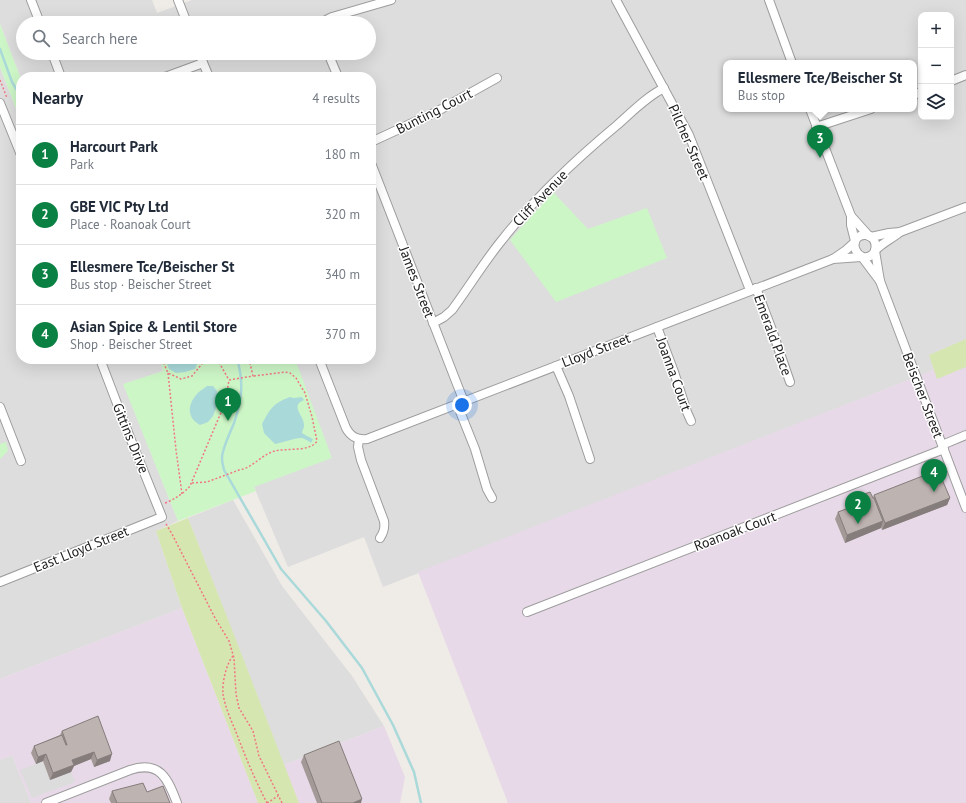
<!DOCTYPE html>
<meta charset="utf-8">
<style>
body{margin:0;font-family:"PT Sans",sans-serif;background:#f6f6f7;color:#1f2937}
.controls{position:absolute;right:12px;top:12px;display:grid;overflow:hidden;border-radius:8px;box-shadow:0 4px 16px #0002}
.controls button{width:36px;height:36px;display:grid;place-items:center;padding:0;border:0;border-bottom:1px solid #e0e1e3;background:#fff;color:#1f2937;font:20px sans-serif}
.you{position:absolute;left:462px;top:405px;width:14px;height:14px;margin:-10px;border:3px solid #fff;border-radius:50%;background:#1a73e8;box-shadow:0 0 0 6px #1a73e833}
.badge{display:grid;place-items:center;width:26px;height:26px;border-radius:50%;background:#0b8043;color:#fff;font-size:13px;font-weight:700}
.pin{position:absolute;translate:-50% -33px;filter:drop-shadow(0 1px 2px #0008)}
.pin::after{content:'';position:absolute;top:21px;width:14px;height:12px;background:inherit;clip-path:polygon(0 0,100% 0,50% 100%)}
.popup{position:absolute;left:723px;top:60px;width:194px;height:52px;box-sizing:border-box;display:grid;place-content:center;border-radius:8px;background:#fff;filter:drop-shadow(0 1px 3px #0005);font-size:13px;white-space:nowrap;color:#747a83}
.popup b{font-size:15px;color:#1f2937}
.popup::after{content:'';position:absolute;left:50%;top:100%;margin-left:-8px;border:8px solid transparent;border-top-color:#fff}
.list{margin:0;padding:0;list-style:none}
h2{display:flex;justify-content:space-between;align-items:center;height:52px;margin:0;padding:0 16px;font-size:17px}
h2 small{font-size:13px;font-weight:400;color:#747a83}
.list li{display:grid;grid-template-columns:26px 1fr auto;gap:12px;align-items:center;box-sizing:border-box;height:60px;padding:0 16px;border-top:1px solid #e0e1e3}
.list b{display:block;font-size:15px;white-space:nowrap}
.list p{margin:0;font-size:13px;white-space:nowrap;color:#747a83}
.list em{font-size:13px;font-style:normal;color:#747a83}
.icon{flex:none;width:22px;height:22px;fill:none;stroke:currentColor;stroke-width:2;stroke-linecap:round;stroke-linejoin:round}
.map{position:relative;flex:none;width:966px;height:803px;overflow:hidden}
.search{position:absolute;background:#fff;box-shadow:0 4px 16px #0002;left:16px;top:16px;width:360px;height:44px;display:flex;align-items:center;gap:10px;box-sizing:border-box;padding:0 14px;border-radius:22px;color:#747a83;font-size:15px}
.panel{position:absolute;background:#fff;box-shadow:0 4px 16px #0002;left:16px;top:72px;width:360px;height:292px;border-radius:16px}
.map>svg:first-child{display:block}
.residential{fill:#ddd;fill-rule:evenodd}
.industrial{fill:#e8d9e8}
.grass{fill:#d6e6b0}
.park{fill:#cdf6c7}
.parking{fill:#dcdcdc}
.water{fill:#aad9da}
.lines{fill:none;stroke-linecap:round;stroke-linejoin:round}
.stream{stroke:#aad9da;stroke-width:2.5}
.minor-casing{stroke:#9d9d9d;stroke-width:10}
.path{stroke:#f07783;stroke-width:1.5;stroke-dasharray:2 2;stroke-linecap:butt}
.minor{stroke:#fff;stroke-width:8}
.wall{fill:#a39a97}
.shaded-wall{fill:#847d7b}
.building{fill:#bdb3b0;stroke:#847d7b}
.labels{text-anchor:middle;stroke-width:3;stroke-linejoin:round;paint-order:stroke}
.street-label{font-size:14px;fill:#202020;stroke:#fff}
</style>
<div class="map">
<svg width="966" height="803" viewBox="0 0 966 803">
<rect width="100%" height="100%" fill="#efebe7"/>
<g class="residential">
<path d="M0,0H152L157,13L192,0H966V339L929,355L934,370L383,587L364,537L288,567L254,487L294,359H371V77H21V79L0,24ZM921,15H951V117H921ZM23,23H369V53H23ZM726,63H914V109H726Z"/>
<polygon points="0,67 21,122 21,359 160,359 163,371 124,385 178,521 156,531 182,608 0,679"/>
<polygon points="233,500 282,586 352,676 384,726 284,765 188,518"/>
<polygon points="12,755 31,803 0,803 0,760"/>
</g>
<g class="industrial">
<polygon points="966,339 966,803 508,803 418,572 934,370 929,355"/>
<polygon points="182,608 258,803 31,803 12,755 0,760 0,679"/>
<polygon points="384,726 405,777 400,803 299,803 284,765"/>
</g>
<g class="grass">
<polygon points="966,339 966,367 937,379 929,355"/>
<polygon points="188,518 231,627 299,803 258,803 182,608 156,531"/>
</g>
<g class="park">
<polygon points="0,24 21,79 21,122 0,67"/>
<polygon points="553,192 588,229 647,208 667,258 556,302 510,240"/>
<polygon points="160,359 295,359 332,458 254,487 256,491 178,521 123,384 163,371"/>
<polygon points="6,442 8,451 0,459 0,444"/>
</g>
<polygon class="parking" points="43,761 50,780 71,772 75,782 32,798 20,770"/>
<g class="water">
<polygon points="165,359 199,359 195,369 185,372 176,373 169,369"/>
<path d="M207,386H213L217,391L218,399L216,408L213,416L208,422L200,425C187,418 187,405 197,394C199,391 204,389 207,386Z"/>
<path d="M290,397L294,398L302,397L304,400C289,406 305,416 304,426C304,428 302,431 302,433L307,436L313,439L311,443C309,441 305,439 302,438C297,437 281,443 275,444L264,433L262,424C270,409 273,403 290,397Z"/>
</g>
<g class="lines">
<g class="stream">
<polyline points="0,49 12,82 21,97"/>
<path d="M237,359C244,382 242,400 234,423C231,431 222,449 222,458C222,461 223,466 224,470L281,569L326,621L362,668L393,725L414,772L421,803"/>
</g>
<g class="minor-casing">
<g id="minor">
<polyline points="31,0 40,23"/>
<polyline points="178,0 187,23"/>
<polyline points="616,0 689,135 750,290"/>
<polyline points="769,0 792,63"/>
<polyline points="323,23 326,20 332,17 391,0"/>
<polyline points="52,53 61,77"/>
<polyline points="199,53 209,77"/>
<polyline points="328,53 338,77"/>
<polyline points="165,77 203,63"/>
<polyline points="951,81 966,75"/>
<polyline points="914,95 921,92"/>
<polyline points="0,103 21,155"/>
<polyline points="810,109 851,216 869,236"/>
<polyline points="816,127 871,109"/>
<polyline points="371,142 436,112 497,78"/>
<polyline points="371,163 464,402"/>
<polyline points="851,216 851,225 855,241"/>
<polyline points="871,237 889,233 900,232 966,207"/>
<path d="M875,250C877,243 873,234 864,235C845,237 858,267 873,254C875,251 876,249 879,247C886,241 893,238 900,232"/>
<polyline points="875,251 880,281 966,508"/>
<polyline points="862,257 880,281"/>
<polyline points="833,259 861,257"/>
<polyline points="756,288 772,330 790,382"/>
<path d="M433,323L444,317L452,310C469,287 484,262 502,240C535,198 575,160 616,126C631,113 646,97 664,88"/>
<polyline points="657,327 674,372 687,412 691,421"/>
<path d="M319,359L346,428C351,437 357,440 367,439L833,259L846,250L855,242"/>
<polyline points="556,366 569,396 590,459"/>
<polyline points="457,404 475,449 487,489 492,498"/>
<polyline points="0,407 21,461"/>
<path d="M359,439L358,447L361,460L384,521C385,528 384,532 380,538"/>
<polyline points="942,445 966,435"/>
<polyline points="0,582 162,517 131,440 100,359"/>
<polyline points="527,612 944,449"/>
<path d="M46,803L130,770C160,760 168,779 177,803"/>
</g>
</g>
<g class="path">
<polyline points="0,80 7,98"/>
<polyline points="162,359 168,373 181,379 192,376 206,359"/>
<polyline points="217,359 229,380"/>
<polyline points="168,373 176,450 182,494"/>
<path d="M192,483L207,482L239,470C253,468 262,454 275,451C286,448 311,452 317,441L312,417L305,393L296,378L290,373L285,372L253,376"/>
<path d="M165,503C175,499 183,494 190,486L225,403L229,380L253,376L249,359"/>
<polyline points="166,524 172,534 215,618 229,641 234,658 236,694 239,708 253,731 259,756 282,803"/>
<path d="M233,656C226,664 222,683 223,694C225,707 231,720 236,732C245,756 255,780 267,803"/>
<polyline points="267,803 278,796"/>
</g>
<use href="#minor" class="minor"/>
</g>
<g class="wall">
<polygon points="874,495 950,498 947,505 882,530 881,527 881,528 845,543 835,519 838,512 857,505 857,503 859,496 873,498"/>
<polygon points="62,731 110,761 94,767 91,759 74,766 71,772 50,780 43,761 36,764 31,753 34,746 60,735"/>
<polygon points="304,755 361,803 317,803 301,762"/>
<polygon points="112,791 147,792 170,803 111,803 109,799"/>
</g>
<g class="shaded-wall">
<polygon points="950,498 947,505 882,530 885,523"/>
<polygon points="883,521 881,528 845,543 847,535"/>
<polygon points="94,752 91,759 74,766 71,772 50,780 53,773 72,760"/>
<polygon points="46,754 43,761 36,764 38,757"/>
<polygon points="112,754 110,761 94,767 97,760"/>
<polygon points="362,799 361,803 353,803"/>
</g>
<g class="building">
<polygon points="938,470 950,498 885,523 874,495"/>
<polygon points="870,492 873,498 874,498 883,521 847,535 838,512 862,503 859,496"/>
<polygon points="98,716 112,754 97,760 94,752 72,760 74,765 53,773 46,754 38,757 34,746 62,735 66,745 67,745 62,731"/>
<polygon points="339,741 362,799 353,803 322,803 304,755"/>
<polygon points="143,783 147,792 163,786 170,803 117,803 112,791"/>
</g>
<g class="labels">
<g class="street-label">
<text transform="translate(434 111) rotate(-27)" y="5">Bunting Court</text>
<text transform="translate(689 142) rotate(66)" y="5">Pilcher Street</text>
<text transform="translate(540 198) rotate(-46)" y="5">Cliff Avenue</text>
<text transform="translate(417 282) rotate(69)" y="5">James Street</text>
<text transform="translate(773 335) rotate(70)" y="5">Emerald Place</text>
<text transform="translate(596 350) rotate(-21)" y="5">Lloyd Street</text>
<text transform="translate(674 374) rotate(70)" y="5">Joanna Court</text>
<text transform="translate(923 395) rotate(69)" y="5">Beischer Street</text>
<text transform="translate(131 438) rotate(68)" y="5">Gittins Drive</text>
<text transform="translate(735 531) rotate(-21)" y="5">Roanoak Court</text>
<text transform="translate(81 549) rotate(-22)" y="5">East Lloyd Street</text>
</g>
</g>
</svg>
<div class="controls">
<button>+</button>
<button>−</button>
<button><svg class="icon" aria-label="layers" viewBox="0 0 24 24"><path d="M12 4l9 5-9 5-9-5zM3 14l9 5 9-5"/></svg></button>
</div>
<div class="you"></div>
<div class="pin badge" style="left:228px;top:421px">1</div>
<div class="pin badge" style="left:858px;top:524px">2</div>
<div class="pin badge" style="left:820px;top:158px">3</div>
<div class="popup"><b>Ellesmere Tce/Beischer St</b>Bus stop</div>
<div class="pin badge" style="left:934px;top:492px">4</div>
<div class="search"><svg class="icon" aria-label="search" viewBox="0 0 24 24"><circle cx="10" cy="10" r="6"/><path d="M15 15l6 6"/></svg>Search here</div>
<section class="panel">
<h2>Nearby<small>4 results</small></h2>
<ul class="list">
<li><span class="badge">1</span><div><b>Harcourt Park</b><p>Park</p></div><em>180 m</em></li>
<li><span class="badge">2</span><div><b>GBE VIC Pty Ltd</b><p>Place · Roanoak Court</p></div><em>320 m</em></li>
<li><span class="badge">3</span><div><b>Ellesmere Tce/Beischer St</b><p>Bus stop · Beischer Street</p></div><em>340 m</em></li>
<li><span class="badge">4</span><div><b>Asian Spice &amp; Lentil Store</b><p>Shop · Beischer Street</p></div><em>370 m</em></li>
</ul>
</section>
</div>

■ YOUR ASSIGNMENT ■
Whenever the word "white" appears in a line above, copy that line.

■ SOLVED PROBLEM ■
.popup{position:absolute;left:723px;top:60px;width:194px;height:52px;box-sizing:border-box;display:grid;place-content:center;border-radius:8px;background:#fff;filter:drop-shadow(0 1px 3px #0005);font-size:13px;white-space:nowrap;color:#747a83}
.list b{display:block;font-size:15px;white-space:nowrap}
.list p{margin:0;font-size:13px;white-space:nowrap;color:#747a83}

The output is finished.